Accelerate Delivery Through Lean Design Sprints
Tweak your product design quickly so that developers can ship useful product features fast
Jimmy Soh
A lean design sprint is a scaled-down design approach that involves delivering artefacts quickly in an iterative fashion to obtain user feedback with limited resources.
I have recently completed a design sprint and have found this approach especially useful for product designers/teams that want to build a quick and usable solution to prove value before proceeding with further commitments.
I’ll be sharing briefly on the approach. The lean design sprint consists of four broad steps:
- Prototype: Establish initial sketches of user journeys
- Define: Create a user feedback framework
- Validate: Organise frequent meetings with users
- Build: Align your sprint schedule with the development sprints
#1. Prototype: Establish initial sketches of user journeys
Based on your initial understanding of the product requirements, obtain inspiration from close competitors to develop an initial prototype. For example, if you’re building a customer relationship management (CRM) product, you can refer to products like Salesforce, Pega, HubSpot, etc.
Using a combination of reference designs, you can either sketch the design on a piece of paper or using design tools i.e. Sketch/Figma/PowerPoint.
This stage enables you to create a common understanding among the stakeholders (through visuals) of the desired product in mind based on the initial sketches and user journeys.
Don’t reinvent the wheel.
#2. Define: Create a user feedback framework
Once you have the initial sketch up, you can work with selected groups or individual end-users to evaluate your sketch and improve on it.
With the latest improved sketch, you can adopt an approach to disseminate it to a larger group of users to obtain feedback. This can be done via email and/or face to face interviews.
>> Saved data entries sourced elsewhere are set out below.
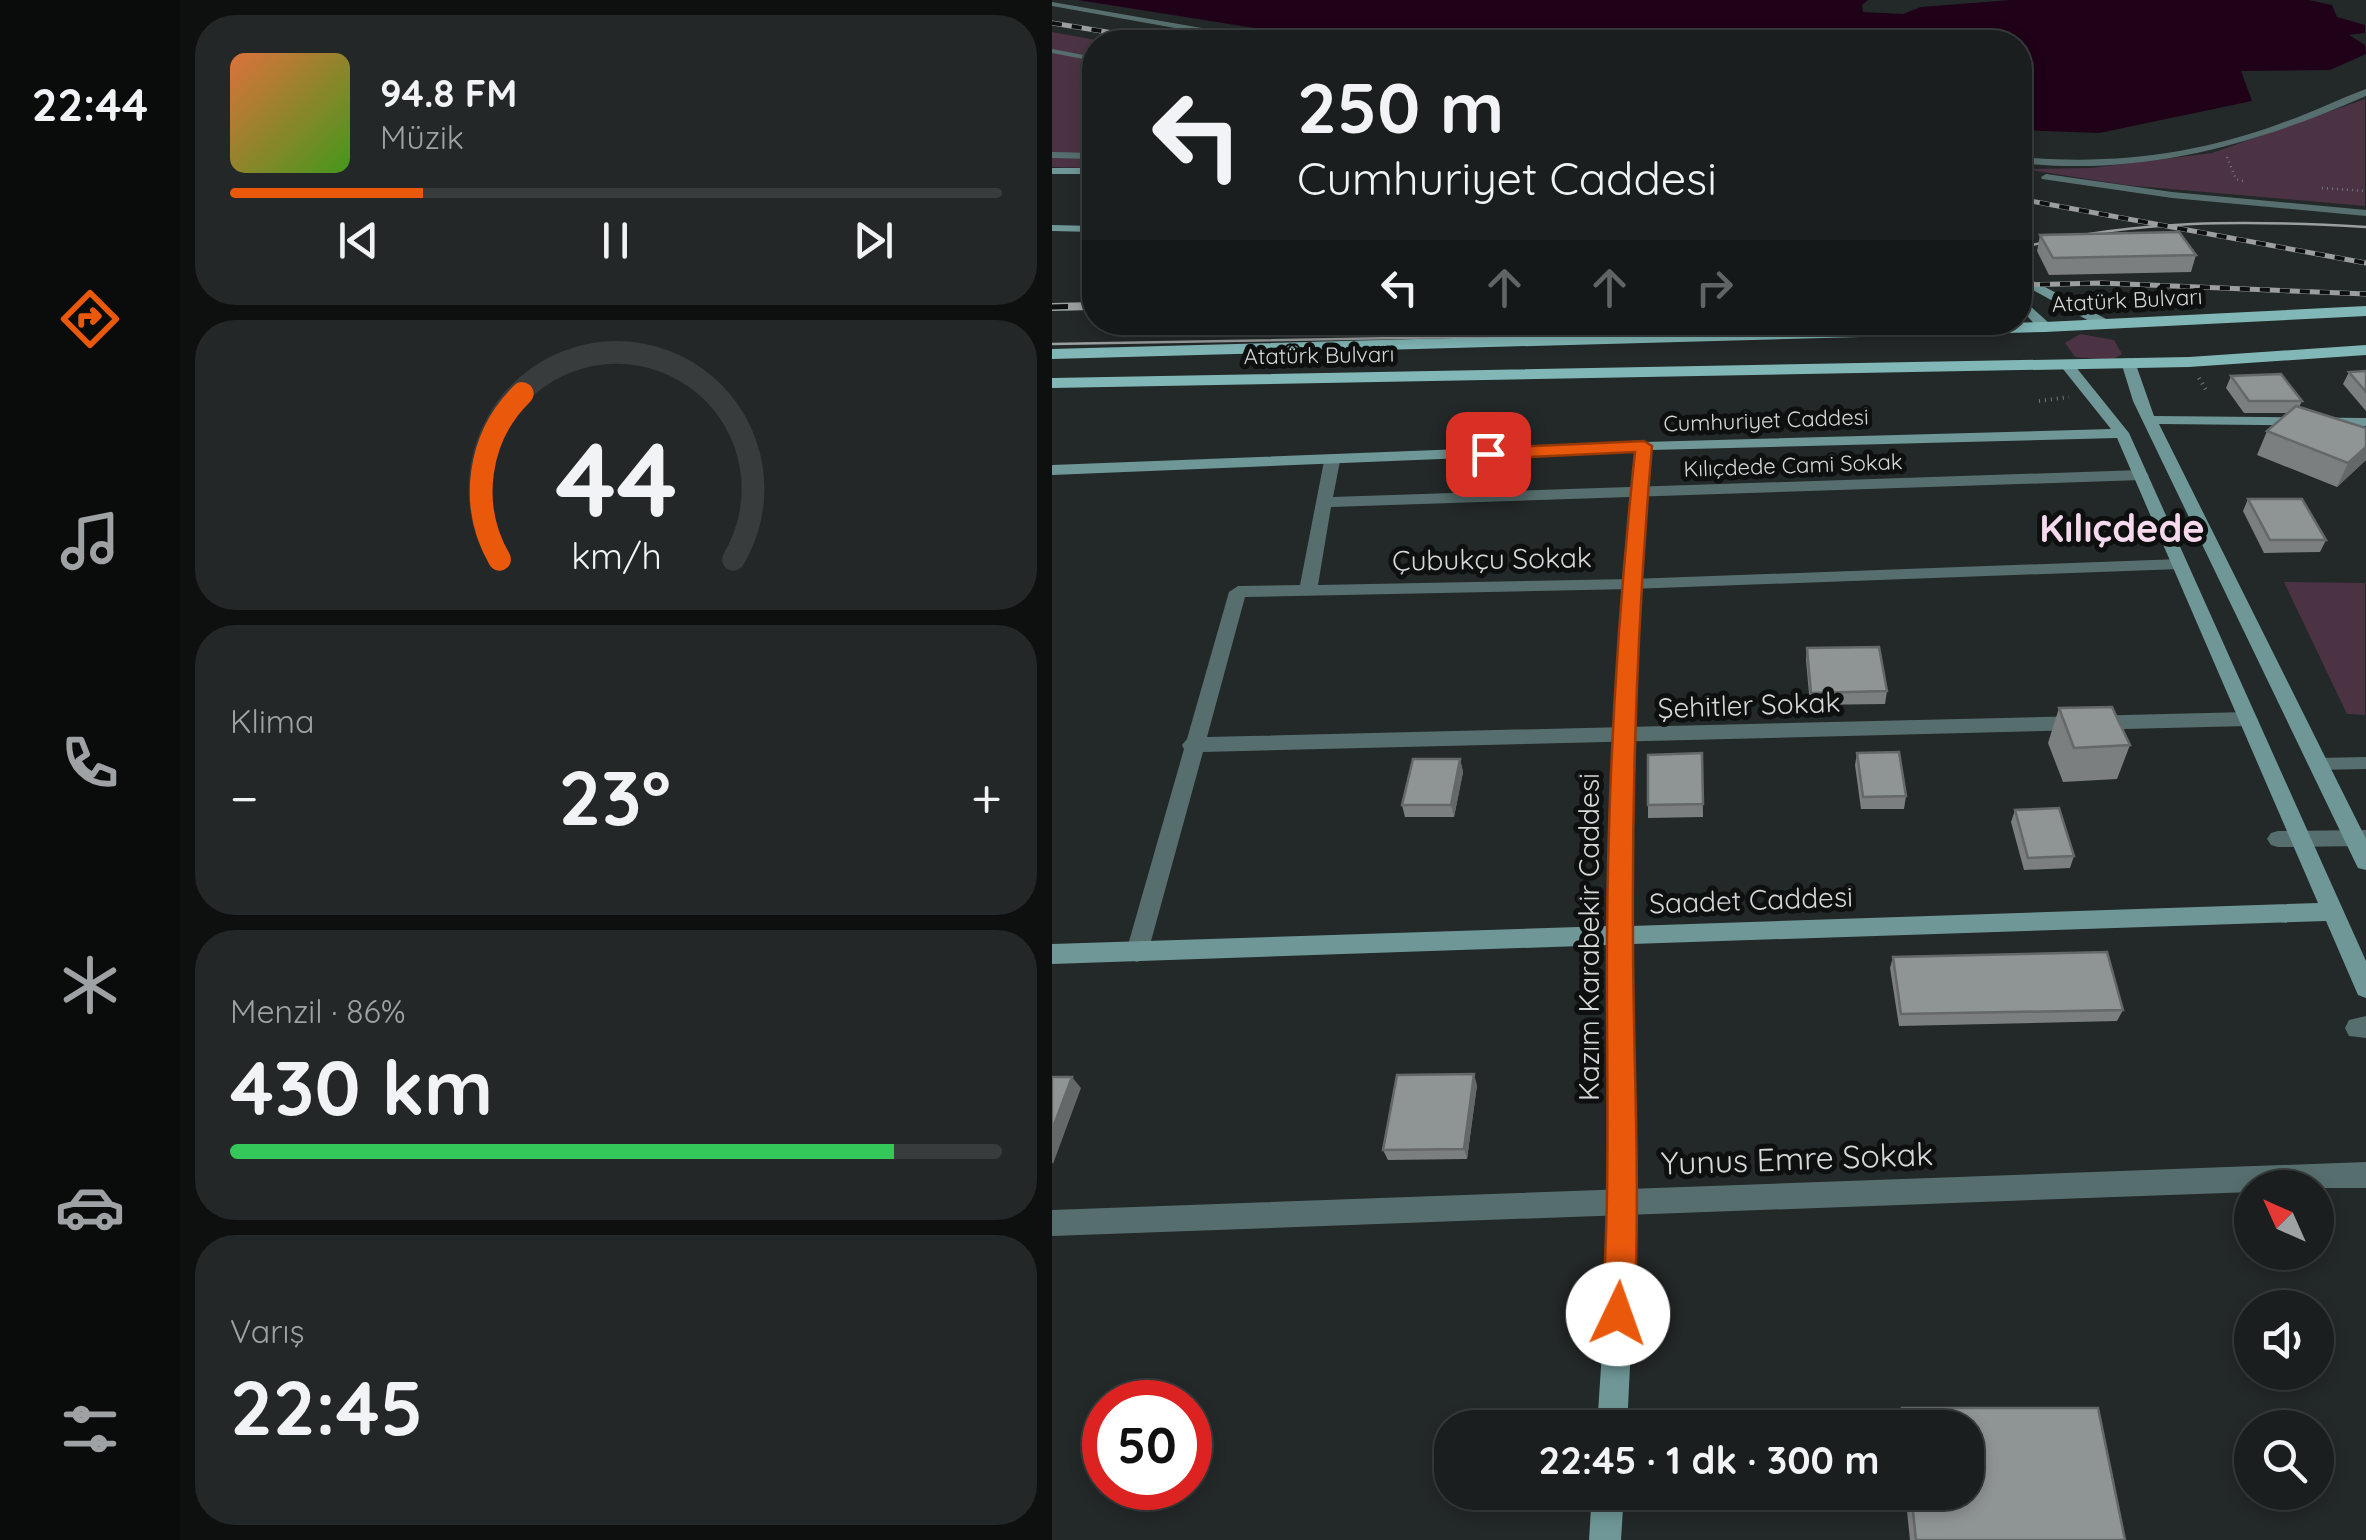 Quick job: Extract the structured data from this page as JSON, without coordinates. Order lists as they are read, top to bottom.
{
  "streets": {
    "main road": [
      "Atatürk Bulvarı",
      "Cumhuriyet Caddesi",
      "Saadet Caddesi",
      "Kazım Karabekir Caddesi"
    ],
    "street": [
      "Kılıçdede Cami Sokak",
      "Çubukçu Sokak",
      "Şehitler Sokak",
      "Yunus Emre Sokak"
    ]
  },
  "crossings": [
    ["Cumhuriyet Caddesi", "Kazım Karabekir Caddesi"],
    ["Kılıçdede Cami Sokak", "Kazım Karabekir Caddesi"],
    ["Çubukçu Sokak", "Şehitler Sokak"],
    ["Çubukçu Sokak", "Saadet Caddesi"],
    ["Çubukçu Sokak", "Kazım Karabekir Caddesi"],
    ["Şehitler Sokak", "Kazım Karabekir Caddesi"],
    ["Saadet Caddesi", "Kazım Karabekir Caddesi"],
    ["Kazım Karabekir Caddesi", "Yunus Emre Sokak"]
  ],
  "districts": ["Kılıçdede"],
  "north": "top left",
  "page": {
    "tabs": "22:44",
    "turn": ["250 m", "Cumhuriyet Caddesi"],
    "song": ["94.8 FM", "Müzik"],
    "tile": [
      "Klima",
      ["Menzil · 86%", "430 km"],
      ["Varış", "22:45"]
    ],
    "heat": ["−", "23°", "+"],
    "limit": "50",
    "trip": "22:45 · 1 dk · 300 m",
    "gauge": ["44", "km/h"]
  }
}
Do note that different groups of users may require a different approach depending on their profile, e.g. location, peak periods, roles, years of experience, etc. You’ll have to tailor your timeline to catch the users during the low periods and specific sets of questions to users in various roles and experiences.
For interviews, it would be good to first come up with an interview guide to structure and prepare the list of questions that you want to ask the users to achieve your outcome.
This stage focuses on defining a form of structure that allows you to obtain and consolidate feedback across various stakeholders in a consistent manner throughout the design sprints.
Tailor the solution to users.
#3. Validate: Organise frequent meetings
There are various stakeholders involved in the design sprint: end-users, business analysts, developers, product designers/owners, etc.
It’s important to maintain a good relationship with your stakeholders throughout the sprint – especially when you are designing for a large and diverse group of users. Involving the users frequently increases the chances of your solution buy-in and eventual adoption rate.
Book their schedules in advance and plan the agenda for the meetings, your users will appreciate the regard for their time.
Meeting agendas include understanding users’ pain points, validating the prototype, obtaining further requirements, aligning objectives, etc.
Listen, understand, and continuously improve the solution.
#4. Build: Align your sprint schedule with the development sprints
To ensure that your development efforts are worthwhile and solve the right problems, it should be based on the validated designs from stakeholders. Therefore, the design sprint should be approximately one sprint ahead of the development sprint.
Usually, while the developers are building, you will be socialising with the end-users and business analysts to establish design sketches for the subsequent sprints. In some projects, design sprints are completed before starting on the development sprints.
I personally prefer running design and development sprints in tandem because requirements tend to still change throughout the project during the development sprints.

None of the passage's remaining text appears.